Liberalismo econômico é responsável por crise brasileira, afirma Bresser-Pereira
da Rede Brasil Atual
Para economista, "5% do PIB é roubado do patrimônio público e
entregue a rentistas", mas governo Temer elegeu o povo e os
trabalhadores como "privilegiados" e alvo das reformas
Por Eduardo Maretti, da RBA
São Paulo – “O Brasil não tem uma ideia de nação desde os anos
1990, desde o governo Collor o Brasil se entregou aos interesses, ideias
e ao comando estrangeiro, ao liberalismo econômico, que é dominante no
Brasil desde então”, diz o economista Luiz Carlos Bresser-Pereira.
Pensando nisso, ele está redigindo um manifesto intitulado Projeto
Brasil Nação, que pretende divulgar no fim do mês. Nele, “conclama-se
os brasileiros a voltarem a se unir em torno da ideia de nação e em
torno de um programa econômico viável, responsável, do ponto de vista
fiscal e cambial”, afirma.
Projetando as eleições de 2018, Bresser-Pereira acredita que o
ex-presidente Luiz Inácio Lula da Silva é o líder capaz de fazer
compromissos e entendimentos “e voltar a transformar essa sociedade, não
digo numa grande nação, mas pelo menos num país que volte a se
repensar, com menos ódio e com mais ideia de cooperação e colaboração
entre todos”.
Fundador do PSDB, ex-ministro dos governos José Sarney e Fernando
Henrique Cardoso, o economista acredita que a legenda tucana “é o
verdadeiro sucessor da UDN no Brasil, e portanto é um partido golpista”.

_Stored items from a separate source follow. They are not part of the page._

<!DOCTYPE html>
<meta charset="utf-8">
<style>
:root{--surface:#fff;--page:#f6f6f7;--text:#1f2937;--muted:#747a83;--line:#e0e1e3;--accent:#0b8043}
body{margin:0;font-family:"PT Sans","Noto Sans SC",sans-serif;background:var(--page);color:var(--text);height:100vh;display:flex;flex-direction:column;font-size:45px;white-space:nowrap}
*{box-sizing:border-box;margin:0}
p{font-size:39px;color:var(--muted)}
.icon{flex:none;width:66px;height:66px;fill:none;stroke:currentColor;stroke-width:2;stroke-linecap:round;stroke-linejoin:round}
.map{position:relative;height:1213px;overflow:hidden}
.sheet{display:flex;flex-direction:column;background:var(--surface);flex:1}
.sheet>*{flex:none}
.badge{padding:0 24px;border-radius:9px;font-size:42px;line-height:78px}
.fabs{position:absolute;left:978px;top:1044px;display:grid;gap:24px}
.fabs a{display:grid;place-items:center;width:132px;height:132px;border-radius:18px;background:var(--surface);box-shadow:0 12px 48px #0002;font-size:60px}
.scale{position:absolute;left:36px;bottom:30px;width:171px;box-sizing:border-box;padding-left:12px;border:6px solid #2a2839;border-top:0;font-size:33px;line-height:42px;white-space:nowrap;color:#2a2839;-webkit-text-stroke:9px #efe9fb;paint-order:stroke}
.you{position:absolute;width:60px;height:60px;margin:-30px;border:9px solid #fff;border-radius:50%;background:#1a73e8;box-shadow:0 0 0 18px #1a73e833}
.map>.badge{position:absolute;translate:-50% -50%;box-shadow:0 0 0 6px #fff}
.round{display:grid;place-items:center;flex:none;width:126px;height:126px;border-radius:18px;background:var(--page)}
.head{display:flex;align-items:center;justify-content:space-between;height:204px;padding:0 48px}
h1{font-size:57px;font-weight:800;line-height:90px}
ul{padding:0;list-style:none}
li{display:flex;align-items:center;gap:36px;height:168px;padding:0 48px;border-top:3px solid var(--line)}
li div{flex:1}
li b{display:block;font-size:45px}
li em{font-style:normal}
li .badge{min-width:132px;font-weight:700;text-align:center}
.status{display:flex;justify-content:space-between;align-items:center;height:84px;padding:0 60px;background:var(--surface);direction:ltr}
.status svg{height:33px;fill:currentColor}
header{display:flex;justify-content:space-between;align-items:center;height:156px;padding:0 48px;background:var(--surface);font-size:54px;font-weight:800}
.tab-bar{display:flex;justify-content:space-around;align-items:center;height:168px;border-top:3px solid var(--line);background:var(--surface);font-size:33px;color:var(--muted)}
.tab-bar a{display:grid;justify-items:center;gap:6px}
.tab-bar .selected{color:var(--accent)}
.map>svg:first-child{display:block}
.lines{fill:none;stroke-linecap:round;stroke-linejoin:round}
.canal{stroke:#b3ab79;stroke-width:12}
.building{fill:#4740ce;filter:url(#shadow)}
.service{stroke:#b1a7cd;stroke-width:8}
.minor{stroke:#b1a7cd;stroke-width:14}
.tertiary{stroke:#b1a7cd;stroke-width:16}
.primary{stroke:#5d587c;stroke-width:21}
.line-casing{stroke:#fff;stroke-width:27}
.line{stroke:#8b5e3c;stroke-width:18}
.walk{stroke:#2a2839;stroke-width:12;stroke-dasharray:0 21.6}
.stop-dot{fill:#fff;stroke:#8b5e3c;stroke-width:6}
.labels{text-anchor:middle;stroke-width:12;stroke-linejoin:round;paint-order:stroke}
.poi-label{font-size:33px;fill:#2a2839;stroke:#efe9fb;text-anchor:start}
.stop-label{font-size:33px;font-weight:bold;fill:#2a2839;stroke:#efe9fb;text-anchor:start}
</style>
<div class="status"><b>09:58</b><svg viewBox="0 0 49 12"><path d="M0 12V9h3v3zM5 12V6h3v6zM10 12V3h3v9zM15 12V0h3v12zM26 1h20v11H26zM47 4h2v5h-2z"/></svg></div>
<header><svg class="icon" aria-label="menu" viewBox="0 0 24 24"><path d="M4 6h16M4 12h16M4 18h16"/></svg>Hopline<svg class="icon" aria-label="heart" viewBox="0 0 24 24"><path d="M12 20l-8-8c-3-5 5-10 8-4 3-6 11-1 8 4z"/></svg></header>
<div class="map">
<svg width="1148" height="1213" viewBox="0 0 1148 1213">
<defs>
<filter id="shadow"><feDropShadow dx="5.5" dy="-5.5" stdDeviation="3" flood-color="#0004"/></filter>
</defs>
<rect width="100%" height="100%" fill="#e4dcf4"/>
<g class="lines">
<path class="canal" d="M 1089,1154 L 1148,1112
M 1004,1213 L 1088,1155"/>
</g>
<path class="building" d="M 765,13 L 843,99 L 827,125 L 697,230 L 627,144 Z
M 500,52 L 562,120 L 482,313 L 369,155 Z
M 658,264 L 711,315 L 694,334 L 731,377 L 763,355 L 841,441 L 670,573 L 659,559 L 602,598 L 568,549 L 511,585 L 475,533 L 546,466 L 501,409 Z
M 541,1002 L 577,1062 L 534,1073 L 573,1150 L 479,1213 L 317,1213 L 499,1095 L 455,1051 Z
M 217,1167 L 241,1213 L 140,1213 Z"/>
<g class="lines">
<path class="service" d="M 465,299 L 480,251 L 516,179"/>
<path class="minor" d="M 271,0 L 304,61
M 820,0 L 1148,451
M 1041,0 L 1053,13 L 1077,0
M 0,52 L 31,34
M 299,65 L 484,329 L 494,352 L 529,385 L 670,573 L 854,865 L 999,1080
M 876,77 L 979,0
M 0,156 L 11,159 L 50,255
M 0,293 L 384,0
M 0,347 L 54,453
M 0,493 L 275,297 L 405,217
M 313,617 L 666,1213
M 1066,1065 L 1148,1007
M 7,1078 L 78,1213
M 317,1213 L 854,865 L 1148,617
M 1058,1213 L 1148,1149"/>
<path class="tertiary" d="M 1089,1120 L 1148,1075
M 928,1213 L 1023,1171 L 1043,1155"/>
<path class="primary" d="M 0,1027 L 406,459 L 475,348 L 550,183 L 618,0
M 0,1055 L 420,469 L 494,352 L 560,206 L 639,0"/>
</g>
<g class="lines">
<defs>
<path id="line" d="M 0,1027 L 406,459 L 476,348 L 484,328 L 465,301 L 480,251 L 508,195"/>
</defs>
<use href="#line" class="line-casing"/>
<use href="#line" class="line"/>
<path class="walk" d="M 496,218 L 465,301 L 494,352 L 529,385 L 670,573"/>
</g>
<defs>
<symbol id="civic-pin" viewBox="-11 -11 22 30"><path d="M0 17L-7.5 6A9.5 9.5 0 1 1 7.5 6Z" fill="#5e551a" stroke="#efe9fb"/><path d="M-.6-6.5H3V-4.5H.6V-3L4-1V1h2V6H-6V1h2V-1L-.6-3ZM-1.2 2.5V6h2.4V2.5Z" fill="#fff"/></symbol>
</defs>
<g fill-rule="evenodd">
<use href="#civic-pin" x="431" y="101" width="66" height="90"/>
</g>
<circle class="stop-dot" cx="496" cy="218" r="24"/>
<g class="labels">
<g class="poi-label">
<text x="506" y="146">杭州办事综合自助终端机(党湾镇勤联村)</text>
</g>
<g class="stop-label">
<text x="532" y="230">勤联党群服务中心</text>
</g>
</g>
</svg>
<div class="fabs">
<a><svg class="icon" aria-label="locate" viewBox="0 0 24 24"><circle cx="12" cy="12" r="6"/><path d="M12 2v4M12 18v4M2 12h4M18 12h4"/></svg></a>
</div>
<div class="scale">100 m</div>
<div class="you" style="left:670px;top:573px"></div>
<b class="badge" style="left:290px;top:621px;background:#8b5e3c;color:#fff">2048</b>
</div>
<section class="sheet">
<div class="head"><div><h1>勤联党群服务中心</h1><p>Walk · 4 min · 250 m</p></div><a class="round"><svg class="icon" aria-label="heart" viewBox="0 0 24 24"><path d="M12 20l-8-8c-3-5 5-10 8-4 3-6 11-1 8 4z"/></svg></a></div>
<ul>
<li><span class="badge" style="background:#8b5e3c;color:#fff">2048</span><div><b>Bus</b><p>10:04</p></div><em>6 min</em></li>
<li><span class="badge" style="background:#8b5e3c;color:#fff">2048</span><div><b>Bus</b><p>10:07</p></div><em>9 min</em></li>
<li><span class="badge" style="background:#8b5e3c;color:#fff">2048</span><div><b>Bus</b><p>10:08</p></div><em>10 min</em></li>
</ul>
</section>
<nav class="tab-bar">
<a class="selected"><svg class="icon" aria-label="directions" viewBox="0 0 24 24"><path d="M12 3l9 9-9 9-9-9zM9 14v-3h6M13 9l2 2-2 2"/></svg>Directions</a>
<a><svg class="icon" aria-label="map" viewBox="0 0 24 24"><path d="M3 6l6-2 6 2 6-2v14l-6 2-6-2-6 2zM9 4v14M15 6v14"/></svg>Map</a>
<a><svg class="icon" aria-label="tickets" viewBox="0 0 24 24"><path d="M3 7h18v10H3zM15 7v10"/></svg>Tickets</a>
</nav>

“O PMDB não é nada, não é um partido. É um conjunto de pessoas,
algumas até muito boas, e outras péssimas. Já o PSDB é um partido, como o
PT, mas é um partido da direita e da direita absolutamente antinacional
e dependente”, diz, em entrevista à RBA.
No final de 2015 o senhor disse que o Brasil tem dois
grandes problemas, a “alta preferência pelo consumo imediato” e a perda
da “ideia de nação”. Depois do golpe, a ideia de nação se perdeu
definitivamente?
Veja, o Brasil não tem uma ideia de nação desde os anos 1990, desde
o governo Collor o Brasil se entregou aos interesses, ideias e ao
comando estrangeiro, ao liberalismo econômico, que é dominante no Brasil
desde então, e liberalismo significa dependência, para nós. Houve nos
governos Lula e Dilma uma certa retomada da ideia de nação. Nada muito
forte, mas houve um esforço nessa direção. De repente vem o golpe, um
golpe ultraliberal, absolutamente contrário à ideia de nação e que
agravou profundamente a crise em que nós já estávamos, uma crise
provocada por esse liberalismo.
O Brasil está dominado pelo liberalismo econômico desde 1990. Desde
aquela época foi feita uma série de reformas que mudaram o regime de
política econômica, de um regime desenvolvimentista para um regime
liberal, que é inviável no país. De forma que o Brasil vai de mal a
pior.
Qual sua avaliação do atual cenário e da conjuntura econômica, do futuro no curto e médio prazo?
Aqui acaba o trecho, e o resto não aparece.